Condescending CNBC journo gets spanked over and over by Elon Musk – and boy did he deserve it!

A direct challenge to Elon Musk’s “conspiracy theory” tweets left the billionaire pausing — at length — before paraphrasing a cult classic in a one on one interview.

(Video: CNBC)

Fresh off passing his role of Twitter CEO to Linda Yaccarino, allowing himself to focus on the product, software and system operations, and following Tesla’s annual meeting, Musk sat down with David Faber of CNBC. Cutting to the chase during one segment of the interview, the host said Tuesday night, “Let’s talk a bit about your tweets because it comes up a lot.”

“Do your tweets hurt the company?” Faber would go on to ask after raising several examples that “seem to be…conspiracy theories.”

The host specifically wondered at Tesla owners finding disagreement with political positions or advertisers turning away from the social media platform, “because of some of the things you tweet.”

For roughly twelve seconds, the tech mogul left the host hanging with dead air before he replied, “You know, I’m reminded of — there’s a scene in ‘The Princess Bride’ — great movie — where he confronts the person who killed his father and he says, ‘offer me money, offer me power, I don’t care.'”

The reference to the 1987 film based off of William Goldman’s 1973 novel related to the character Inigo Montoya’s quest for revenge against the six-fingered man, Count Rugen. Ultimately, there was nothing the count could offer Montoya to stop him from righting the wrong that he had experienced.

Warning: Language

“So you just don’t care,” Faber offered in return, seemingly missing the point the billionaire was making.

To clarify, Musk added, “I’ll say what I want to say and if the consequence of that is losing money, so be it.”

Earlier in the discussion, when the host had brought up the idea of “conspiracy theories” the Tesla CEO noted, “Well, yes, but I mean honestly, you know some of these conspiracy theories have turned out to be true.”

For example he brought up the Hunter Biden laptop story, one of the focuses of the “Twitter Files” that exposed the manner in which certain content was suppressed and censored from the public.

As a counterpoint, Faber called out a recent comment from Musk that referred to progressive billionaire George Soros as reminding him of a Marvel Comics supervillain, “Soros reminds me of Magneto.”

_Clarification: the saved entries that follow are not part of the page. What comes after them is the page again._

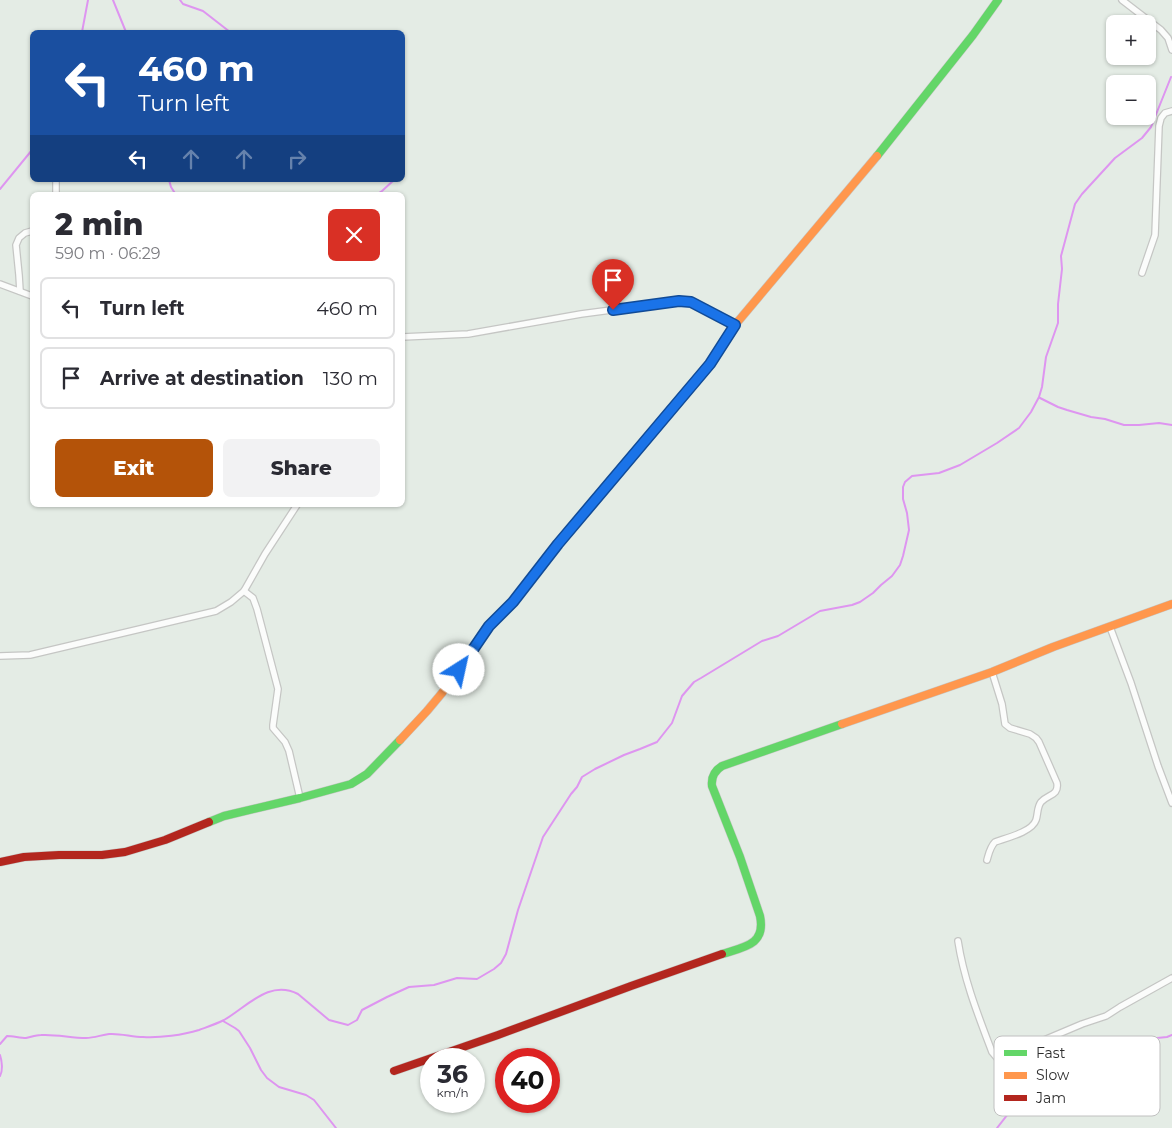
<!DOCTYPE html>
<meta charset="utf-8">
<style>
body{margin:0;font-family:Montserrat,sans-serif;background:#f2f2f3;color:#2b2b33;height:100vh;display:flex;flex-direction:column;font-size:19px;white-space:nowrap}
*{box-sizing:border-box;margin:0}
p{font-size:16px;color:#7c7c81}
.icon{flex:none;width:28px;height:28px;fill:none;stroke:currentColor;stroke-width:2;stroke-linecap:round;stroke-linejoin:round}
.map{position:relative;flex:1;overflow:hidden}
.panel{position:absolute;left:30px;top:192px;width:375px;height:315px;display:flex;flex-direction:column;background:#fff;border-radius:8px;box-shadow:0 1px 4px #0004}
.panel>*{flex:none}
.top-card{position:absolute;left:30px;top:30px;width:375px;height:152px;border-radius:8px;box-shadow:0 1px 4px #0004;background:#1a4fa0;color:#fff;overflow:hidden}
.fabs{position:absolute;left:1106px;top:15px;display:grid;gap:10px}
.fabs a{display:grid;place-items:center;width:50px;height:50px;border-radius:8px;background:#fff;box-shadow:0 1px 4px #0004;font-size:25px}
.speed{position:absolute;left:420px;top:1048px;display:flex;gap:10px;font-size:25px;font-weight:700;text-align:center}
.speed>*{display:grid;place-content:center;width:65px;height:65px;border-radius:50%;background:#fff;box-shadow:0 1px 4px #0004;line-height:1}
.speed small{font-size:12px;font-weight:400}
.speed .limit{border:8px solid #d22;background:#fff;color:#111}
.pin{position:absolute;display:grid;place-items:center;width:42px;height:42px;color:#fff;margin:-51px -21px;border-radius:50% 50% 50% 0;rotate:-45deg;box-shadow:0 0 5px #0007}
.pin .icon{rotate:45deg}
.me{position:absolute;width:55px;margin:-28px;rotate:35deg;stroke-linejoin:round;filter:drop-shadow(0 0 4px #0008)}
.turn{display:flex;align-items:center;gap:18px;height:105px;padding:0 25px;font-size:22px}
.turn .icon{width:65px;height:65px;stroke-width:2.5}
.turn b{display:block;font-size:35px;line-height:42px}
.lanes{display:flex;align-items:center;height:48px;padding:0 25px;background:#0003;justify-content:center;gap:25px;direction:ltr}
.lanes .off{opacity:.35}
.round{display:grid;place-items:center;flex:none;width:52px;height:52px;border-radius:8px;background:#f2f2f3}
.overview{display:flex;align-items:center;justify-content:space-between;height:85px;padding:0 25px}
h1{font-size:30px;font-weight:800;line-height:38px}
.primary-button{display:flex;gap:10px;margin-top:auto;padding:10px 25px}
.primary-button a{flex:1;height:58px;border-radius:8px;background:#b45309;color:#fff;font-size:20px;font-weight:800;line-height:58px;text-align:center}
.primary-button a+a{background:#f2f2f3;color:#2b2b33}
ul{padding:0;list-style:none}
li{display:flex;align-items:center;gap:15px;height:62px;margin:0 10px 8px;padding:0 15px;border:2px solid #e1e1e2;border-radius:8px}
li div{flex:1}
li b{display:block;font-size:19px}
li em{font-style:normal}
.map>svg:first-child{display:block}
</style>
<div class="map">
<svg width="1172" height="1128" viewBox="0 0 1172 1128">
<rect width="100%" height="100%" fill="#e4ece5"/>
<g fill="none" stroke-linecap="round" stroke-linejoin="round">
<!-- stream -->
<g stroke="#de95f0" stroke-width="2">
<polyline points="113,0 126,32"/>
<polyline points="180,0 183,4 203,11 230,32"/>
<polyline points="82,32 88,0"/>
<polyline points="169,180 171,187 176,195"/>
<polyline points="0,189 32,150"/>
<polyline points="376,195 382,191 394,180"/>
<polyline points="1040,398 1058,407 1067,410 1091,417 1105,419 1124,425 1139,425 1159,423 1172,425"/>
<polyline points="223,1021 235,1028 239,1031 250,1048 261,1070 267,1078 279,1087 306,1095 314,1100 336,1128"/>
<path d="M0 1044 7 1036C13 1036 20 1038 26 1038 31 1037 36 1035 41 1035 56 1034 71 1038 86 1038 94 1038 101 1035 109 1034 120 1033 132 1037 143 1037 160 1038 183 1035 199 1030 207 1027 216 1024 224 1020 247 1007 269 979 298 994L329 1020 348 1025 357 1020 362 1010 387 997 409 987 434 985 457 978 477 979 494 969 501 963 506 954 518 910 543 837 571 794 577 787 582 777 595 769 624 755 640 749 657 742 672 723 682 696 694 682 701 678 762 641 778 636 820 611 852 605 860 602 873 593 881 585 892 576 900 565 903 556 909 530 907 513 903 499V487L905 482 912 476 939 473 960 465 997 443 1019 428 1031 412 1039 397 1042 387 1046 357 1058 323V304L1062 269 1061 256 1075 204 1082 194 1115 158 1142 138 1151 127 1171 77"/>
<path d="M0 1055C2 1061 3 1071 0 1076"/>
<polyline points="997,1128 1018,1101 1024,1097 1042,1090 1049,1089 1068,1078 1077,1068 1087,1067 1097,1068 1104,1068 1112,1060 1127,1052 1136,1044 1147,1039 1167,1037 1172,1035"/>
</g>
<defs>
<g id="street">
<polyline points="1122,0 1161,30 1168,38 1172,50"/>
<polyline points="56,195 56,180"/>
<polyline points="1142,273 1155,235 1159,126 1161,118 1165,113 1172,111"/>
<polyline points="0,284 32,296"/>
<polyline points="20,291 19,275 16,245 19,238 25,233 32,231"/>
<polyline points="402,337 468,334 581,314 679,301 691,302 735,325"/>
<polyline points="244,591 253,598 257,609 278,689 273,725 273,728 285,742 289,751 300,798"/>
<polyline points="1110,627 1131,683 1158,766 1172,803"/>
<polyline points="0,656 30,655 216,611 231,602 244,591 265,554 297,505"/>
<path d="M987 860C989 853 990 847 995 842 1006 838 1032 832 1036 820 1038 814 1037 807 1041 802 1048 794 1059 796 1057 783L1039 742 1036 738 1030 734 1010 728 1005 724 1002 704 992 672"/>
<path d="M958 941C964 980 978 1015 992 1052L997 1058 1000 1060 1037 1043 1082 1024 1106 1016 1120 1007 1172 978"/>
</g>
<g id="fast">
<polyline points="877,156 973,35 998,0"/>
<polyline points="209,822 224,816 300,798 351,784 367,774 400,740"/>
<path d="M722 954C744 947 766 945 760 916L740 857 712 786C711 777 714 771 722 766L842 724"/>
</g>
<g id="slow">
<polyline points="660,423 710,364 735,325 877,156"/>
<polyline points="842,724 992,672 1053,647 1172,604"/>
<polyline points="400,740 427,711 442,693 489,626 513,602 519,594"/>
</g>
<g id="jam">
<polyline points="519,594 557,544 660,423"/>
<polyline points="0,862 24,857 59,855 102,855 125,852 165,840 209,822"/>
<polyline points="394,1071 498,1035 631,986 722,954"/>
</g>
</defs>
<!-- street casing -->
<use href="#street" stroke="#c5c6c4" stroke-width="8"/>
<!-- fast casing -->
<use href="#fast" stroke="#c5c6c4" stroke-width="9"/>
<!-- slow casing -->
<use href="#slow" stroke="#c5c6c4" stroke-width="9"/>
<!-- jam casing -->
<use href="#jam" stroke="#c5c6c4" stroke-width="9"/>
<!-- street -->
<use href="#street" stroke="#fbfcfb" stroke-width="5.5"/>
<!-- fast -->
<use href="#fast" stroke="#63d668" stroke-width="8"/>
<!-- slow -->
<use href="#slow" stroke="#ff974d" stroke-width="8"/>
<!-- jam -->
<use href="#jam" stroke="#b3261e" stroke-width="8"/>
</g>
<g fill="none" stroke-linecap="round" stroke-linejoin="round">
<defs>
<polyline id="route" points="459,670 489,626 513,602 558,544 710,364 735,325 691,302 679,301 613,310"/>
</defs>
<!-- route casing -->
<use href="#route" stroke="#114b97" stroke-width="12"/>
<!-- route -->
<use href="#route" stroke="#1a73e8" stroke-width="9"/>
</g>
<!-- legend -->
<rect x="994" y="1036" width="166" height="80" rx="8" fill="#fff" stroke="#c0c0c0" stroke-width="1"/>
<rect x="1004" y="1050" width="23" height="6" fill="#63d668"/>
<rect x="1004" y="1072" width="23" height="7" fill="#ff974d"/>
<rect x="1004" y="1095" width="23" height="6" fill="#b3261e"/>
<g font-size="14" fill="#2e2e2e">
<text x="1036" y="1058">Fast</text>
<text x="1036" y="1080">Slow</text>
<text x="1036" y="1103">Jam</text>
</g>
</svg>
<div class="fabs">
<a>+</a>
<a>−</a>
</div>
<div class="speed"><div>36<small>km/h</small></div><div class="limit">40</div></div>
<div class="pin" style="left:613px;top:310px;background:#d93025"><svg class="icon" aria-label="arrive" viewBox="0 0 24 24"><path d="M6 21V4h12l-3 4 3 4H6"/></svg></div>
<svg class="me" style="left:459px;top:670px" viewBox="-20 -20 40 40"><circle r="19" fill="#fff"/><path d="M0-13L10 11 0 6-10 11z" fill="#1a73e8"/></svg>
<div class="top-card">
<div class="turn"><svg class="icon" aria-label="left" viewBox="0 0 24 24"><path d="M17 20v-9H6M10 6l-5 5 5 5"/></svg><div><b>460 m</b>Turn left</div></div>
<div class="lanes"><svg class="icon" aria-label="left" viewBox="0 0 24 24"><path d="M17 20v-9H6M10 6l-5 5 5 5"/></svg><svg class="icon off" aria-label="ahead" viewBox="0 0 24 24"><path d="M12 20V5M6 11l6-6 6 6"/></svg><svg class="icon off" aria-label="ahead" viewBox="0 0 24 24"><path d="M12 20V5M6 11l6-6 6 6"/></svg><svg class="icon off" aria-label="right" viewBox="0 0 24 24"><path d="M7 20v-9h11M14 6l5 5-5 5"/></svg></div>
</div>
<section class="panel">
<div class="overview"><div><h1>2 min</h1><p>590 m · 06:29</p></div><a class="round" style="background:#d93025;color:#fff"><svg class="icon" aria-label="close" viewBox="0 0 24 24"><path d="M6 6l12 12M18 6L6 18"/></svg></a></div>
<ul>
<li><svg class="icon" aria-label="left" viewBox="0 0 24 24"><path d="M17 20v-9H6M10 6l-5 5 5 5"/></svg><div><b>Turn left</b></div><em>460 m</em></li>
<li><svg class="icon" aria-label="arrive" viewBox="0 0 24 24"><path d="M6 21V4h12l-3 4 3 4H6"/></svg><div><b>Arrive at destination</b></div><em>130 m</em></li>
</ul>
<div class="primary-button"><a>Exit</a><a>Share</a></div>
</section>
</div>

Negative remarks about the dark money facilitator typically stray from the influence he wields to his ethnicity, and such was the case with Musk’s comparison as the fact was raised that, like the fictional Magneto, Soros had lived through the Holocaust.

One defense of Soros brought up “good intentions” that Musk countered by tweeting, “You assume they are good intentions. They are not. He wants to erode the very fabric of civilizations. Soros hates humanity.”

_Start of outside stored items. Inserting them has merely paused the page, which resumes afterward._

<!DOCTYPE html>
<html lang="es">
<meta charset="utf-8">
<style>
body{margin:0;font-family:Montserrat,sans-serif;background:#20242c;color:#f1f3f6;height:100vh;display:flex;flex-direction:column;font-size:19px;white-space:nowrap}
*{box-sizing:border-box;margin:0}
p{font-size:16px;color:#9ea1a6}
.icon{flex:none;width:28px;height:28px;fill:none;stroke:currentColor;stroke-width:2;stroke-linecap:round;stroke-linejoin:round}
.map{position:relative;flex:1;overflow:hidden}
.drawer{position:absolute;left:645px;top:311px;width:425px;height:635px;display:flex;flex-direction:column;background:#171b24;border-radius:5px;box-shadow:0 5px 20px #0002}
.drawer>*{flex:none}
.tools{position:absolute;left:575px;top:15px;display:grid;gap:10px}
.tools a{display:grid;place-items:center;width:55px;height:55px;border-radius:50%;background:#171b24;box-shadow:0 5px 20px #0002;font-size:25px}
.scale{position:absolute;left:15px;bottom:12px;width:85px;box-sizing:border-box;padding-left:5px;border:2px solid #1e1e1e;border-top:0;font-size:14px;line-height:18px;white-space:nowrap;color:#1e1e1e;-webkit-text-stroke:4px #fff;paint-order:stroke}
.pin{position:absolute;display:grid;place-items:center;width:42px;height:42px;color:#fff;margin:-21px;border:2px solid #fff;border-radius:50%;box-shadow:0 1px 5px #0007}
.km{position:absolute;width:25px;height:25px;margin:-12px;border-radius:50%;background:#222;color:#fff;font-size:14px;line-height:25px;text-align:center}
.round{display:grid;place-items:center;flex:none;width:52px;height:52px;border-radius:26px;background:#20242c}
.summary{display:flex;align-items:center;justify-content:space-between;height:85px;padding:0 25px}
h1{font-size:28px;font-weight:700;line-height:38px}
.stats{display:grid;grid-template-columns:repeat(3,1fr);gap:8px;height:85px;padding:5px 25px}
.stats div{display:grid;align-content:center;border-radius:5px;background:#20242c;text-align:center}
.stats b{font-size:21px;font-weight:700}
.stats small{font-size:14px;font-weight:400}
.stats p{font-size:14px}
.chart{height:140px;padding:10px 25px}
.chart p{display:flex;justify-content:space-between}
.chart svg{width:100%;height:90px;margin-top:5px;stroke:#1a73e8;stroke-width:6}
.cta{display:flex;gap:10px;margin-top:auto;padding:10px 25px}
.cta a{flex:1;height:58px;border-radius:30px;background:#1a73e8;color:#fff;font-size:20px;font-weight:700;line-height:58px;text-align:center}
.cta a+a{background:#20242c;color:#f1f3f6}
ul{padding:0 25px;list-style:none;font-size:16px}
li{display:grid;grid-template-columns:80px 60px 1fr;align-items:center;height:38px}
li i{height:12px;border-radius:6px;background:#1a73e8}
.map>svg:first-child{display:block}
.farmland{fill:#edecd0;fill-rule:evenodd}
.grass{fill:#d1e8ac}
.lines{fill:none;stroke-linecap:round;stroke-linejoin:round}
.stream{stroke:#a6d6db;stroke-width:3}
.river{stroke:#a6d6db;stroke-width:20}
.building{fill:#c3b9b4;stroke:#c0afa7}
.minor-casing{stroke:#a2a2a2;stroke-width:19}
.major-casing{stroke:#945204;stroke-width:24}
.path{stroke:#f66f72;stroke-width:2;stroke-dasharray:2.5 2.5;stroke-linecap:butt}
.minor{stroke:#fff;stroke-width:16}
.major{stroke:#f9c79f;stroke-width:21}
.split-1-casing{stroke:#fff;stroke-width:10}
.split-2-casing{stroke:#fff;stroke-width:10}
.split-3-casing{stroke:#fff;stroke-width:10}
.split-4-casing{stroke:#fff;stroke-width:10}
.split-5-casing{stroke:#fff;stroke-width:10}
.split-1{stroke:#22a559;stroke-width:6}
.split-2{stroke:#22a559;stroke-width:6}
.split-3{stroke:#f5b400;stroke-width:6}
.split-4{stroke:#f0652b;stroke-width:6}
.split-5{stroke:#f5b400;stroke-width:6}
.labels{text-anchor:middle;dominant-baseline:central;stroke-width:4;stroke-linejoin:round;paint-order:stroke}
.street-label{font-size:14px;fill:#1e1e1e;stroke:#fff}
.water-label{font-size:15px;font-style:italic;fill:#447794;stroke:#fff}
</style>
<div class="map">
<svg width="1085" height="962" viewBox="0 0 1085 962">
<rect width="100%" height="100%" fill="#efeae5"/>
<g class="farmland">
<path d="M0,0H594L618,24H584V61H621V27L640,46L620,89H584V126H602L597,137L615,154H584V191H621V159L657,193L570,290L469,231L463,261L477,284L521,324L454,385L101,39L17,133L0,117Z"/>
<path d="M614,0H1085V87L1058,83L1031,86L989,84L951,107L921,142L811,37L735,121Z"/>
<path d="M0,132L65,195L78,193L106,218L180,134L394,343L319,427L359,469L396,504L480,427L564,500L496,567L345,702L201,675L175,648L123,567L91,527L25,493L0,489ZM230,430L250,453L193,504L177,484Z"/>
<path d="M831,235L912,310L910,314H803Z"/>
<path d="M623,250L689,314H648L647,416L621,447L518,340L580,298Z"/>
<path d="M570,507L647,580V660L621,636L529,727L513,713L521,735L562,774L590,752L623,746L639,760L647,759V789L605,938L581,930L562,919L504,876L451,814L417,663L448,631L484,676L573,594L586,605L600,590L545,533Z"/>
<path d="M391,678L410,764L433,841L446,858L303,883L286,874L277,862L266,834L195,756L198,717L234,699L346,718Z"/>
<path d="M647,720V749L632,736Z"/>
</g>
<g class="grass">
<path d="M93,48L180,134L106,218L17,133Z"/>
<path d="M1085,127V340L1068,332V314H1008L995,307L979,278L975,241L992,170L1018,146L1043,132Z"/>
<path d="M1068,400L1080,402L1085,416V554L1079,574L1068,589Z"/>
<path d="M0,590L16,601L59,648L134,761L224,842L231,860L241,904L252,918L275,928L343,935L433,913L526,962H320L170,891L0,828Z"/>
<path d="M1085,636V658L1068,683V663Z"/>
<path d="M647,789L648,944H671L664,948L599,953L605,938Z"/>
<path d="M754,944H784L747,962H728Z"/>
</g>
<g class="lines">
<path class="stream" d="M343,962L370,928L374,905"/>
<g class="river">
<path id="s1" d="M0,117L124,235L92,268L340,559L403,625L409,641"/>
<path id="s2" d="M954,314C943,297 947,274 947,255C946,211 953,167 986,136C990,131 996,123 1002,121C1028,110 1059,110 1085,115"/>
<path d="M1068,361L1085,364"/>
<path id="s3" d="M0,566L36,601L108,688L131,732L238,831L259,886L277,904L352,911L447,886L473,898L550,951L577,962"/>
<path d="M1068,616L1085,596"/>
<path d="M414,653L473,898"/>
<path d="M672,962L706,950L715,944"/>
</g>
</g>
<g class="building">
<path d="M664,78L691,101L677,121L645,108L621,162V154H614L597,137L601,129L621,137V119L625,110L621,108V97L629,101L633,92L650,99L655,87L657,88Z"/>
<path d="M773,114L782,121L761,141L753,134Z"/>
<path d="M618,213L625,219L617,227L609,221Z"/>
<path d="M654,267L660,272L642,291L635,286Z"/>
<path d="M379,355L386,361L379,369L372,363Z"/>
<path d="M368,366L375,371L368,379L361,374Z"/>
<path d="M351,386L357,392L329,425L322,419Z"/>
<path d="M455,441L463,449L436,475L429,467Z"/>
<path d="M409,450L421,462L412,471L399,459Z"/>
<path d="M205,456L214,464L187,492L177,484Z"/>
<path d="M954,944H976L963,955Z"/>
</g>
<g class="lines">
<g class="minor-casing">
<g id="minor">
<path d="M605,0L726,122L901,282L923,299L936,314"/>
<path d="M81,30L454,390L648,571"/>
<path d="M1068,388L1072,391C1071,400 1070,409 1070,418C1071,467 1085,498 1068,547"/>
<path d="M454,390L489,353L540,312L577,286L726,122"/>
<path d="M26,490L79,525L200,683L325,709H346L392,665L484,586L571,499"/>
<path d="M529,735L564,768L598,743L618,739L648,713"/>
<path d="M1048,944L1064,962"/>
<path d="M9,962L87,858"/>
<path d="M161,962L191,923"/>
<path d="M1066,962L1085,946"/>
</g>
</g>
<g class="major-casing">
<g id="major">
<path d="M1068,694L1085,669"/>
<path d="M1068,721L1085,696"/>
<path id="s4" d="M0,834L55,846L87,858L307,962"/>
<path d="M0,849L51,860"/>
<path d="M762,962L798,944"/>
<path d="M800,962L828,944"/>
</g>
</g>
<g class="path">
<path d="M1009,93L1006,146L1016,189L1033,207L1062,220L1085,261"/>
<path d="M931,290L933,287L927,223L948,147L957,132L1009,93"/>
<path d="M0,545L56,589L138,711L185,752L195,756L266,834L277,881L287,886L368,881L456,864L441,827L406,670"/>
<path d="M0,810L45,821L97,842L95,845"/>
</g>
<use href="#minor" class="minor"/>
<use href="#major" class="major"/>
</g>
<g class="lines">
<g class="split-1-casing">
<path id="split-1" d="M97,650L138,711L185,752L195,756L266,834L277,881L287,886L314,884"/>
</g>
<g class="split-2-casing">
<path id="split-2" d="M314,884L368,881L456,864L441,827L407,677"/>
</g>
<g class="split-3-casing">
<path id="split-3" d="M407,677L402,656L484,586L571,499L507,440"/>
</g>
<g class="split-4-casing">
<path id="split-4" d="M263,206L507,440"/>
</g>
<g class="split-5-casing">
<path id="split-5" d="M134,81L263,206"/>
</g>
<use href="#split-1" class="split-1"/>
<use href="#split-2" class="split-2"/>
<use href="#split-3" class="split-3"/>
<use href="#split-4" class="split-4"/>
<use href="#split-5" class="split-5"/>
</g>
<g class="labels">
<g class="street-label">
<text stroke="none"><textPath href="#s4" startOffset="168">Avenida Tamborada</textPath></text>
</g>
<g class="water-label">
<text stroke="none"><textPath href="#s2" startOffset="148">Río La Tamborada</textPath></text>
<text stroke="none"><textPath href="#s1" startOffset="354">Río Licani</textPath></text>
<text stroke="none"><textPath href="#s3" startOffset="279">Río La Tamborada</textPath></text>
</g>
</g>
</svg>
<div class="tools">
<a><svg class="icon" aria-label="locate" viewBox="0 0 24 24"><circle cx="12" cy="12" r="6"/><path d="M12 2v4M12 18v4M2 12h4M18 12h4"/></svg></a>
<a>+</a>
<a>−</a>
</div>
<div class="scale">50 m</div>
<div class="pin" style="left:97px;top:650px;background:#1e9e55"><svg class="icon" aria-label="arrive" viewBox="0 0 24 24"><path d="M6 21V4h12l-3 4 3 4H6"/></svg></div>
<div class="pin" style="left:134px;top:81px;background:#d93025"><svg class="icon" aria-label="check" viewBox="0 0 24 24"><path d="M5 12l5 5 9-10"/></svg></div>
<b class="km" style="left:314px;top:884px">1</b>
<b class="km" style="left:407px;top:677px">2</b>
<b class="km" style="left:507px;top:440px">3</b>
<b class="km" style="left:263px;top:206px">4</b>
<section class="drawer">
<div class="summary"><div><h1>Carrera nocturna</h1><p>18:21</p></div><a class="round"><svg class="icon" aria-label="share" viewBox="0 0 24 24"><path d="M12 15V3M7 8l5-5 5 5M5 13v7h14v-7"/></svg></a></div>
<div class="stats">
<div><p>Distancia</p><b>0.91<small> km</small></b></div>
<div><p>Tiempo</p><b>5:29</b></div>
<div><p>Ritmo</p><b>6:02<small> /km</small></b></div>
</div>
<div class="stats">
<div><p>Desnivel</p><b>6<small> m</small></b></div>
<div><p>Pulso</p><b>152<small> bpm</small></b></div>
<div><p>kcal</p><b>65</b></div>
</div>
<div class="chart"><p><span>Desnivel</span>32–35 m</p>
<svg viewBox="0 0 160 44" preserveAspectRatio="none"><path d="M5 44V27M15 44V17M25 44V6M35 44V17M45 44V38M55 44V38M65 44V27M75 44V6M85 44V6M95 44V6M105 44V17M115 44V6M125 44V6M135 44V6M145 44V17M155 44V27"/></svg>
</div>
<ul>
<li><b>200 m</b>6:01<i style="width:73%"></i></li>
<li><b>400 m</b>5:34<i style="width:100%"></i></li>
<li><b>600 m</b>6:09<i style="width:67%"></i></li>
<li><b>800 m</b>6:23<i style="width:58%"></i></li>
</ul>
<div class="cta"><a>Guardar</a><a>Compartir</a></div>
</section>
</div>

He continued to laugh at the exchange as he told Faber people should “make a federal case out of it.”

Faber made one more attempt to single out a detrimental tweet from Musk and brought up his comments on the murderer responsible for the death of eight people at an outlet mall outside Dallas. “Ok, but, I mean, when you link to somebody who’s talking about the guy who killed children in a mall in Allen, Texas, and you say something like it might be a bad psyop, I’m not quite sure what you meant.”

“In that particular case…obviously the people were killed, but it was, I think, incorrectly ascribed to be a white supremacist action and the evidence for that was some obscure Russian website that no one has ever heard of, that had no followers, and the company that found this is Bellingcat. And do you know what Bellingcat does?” Musk asked rhetorically. “Psyops.”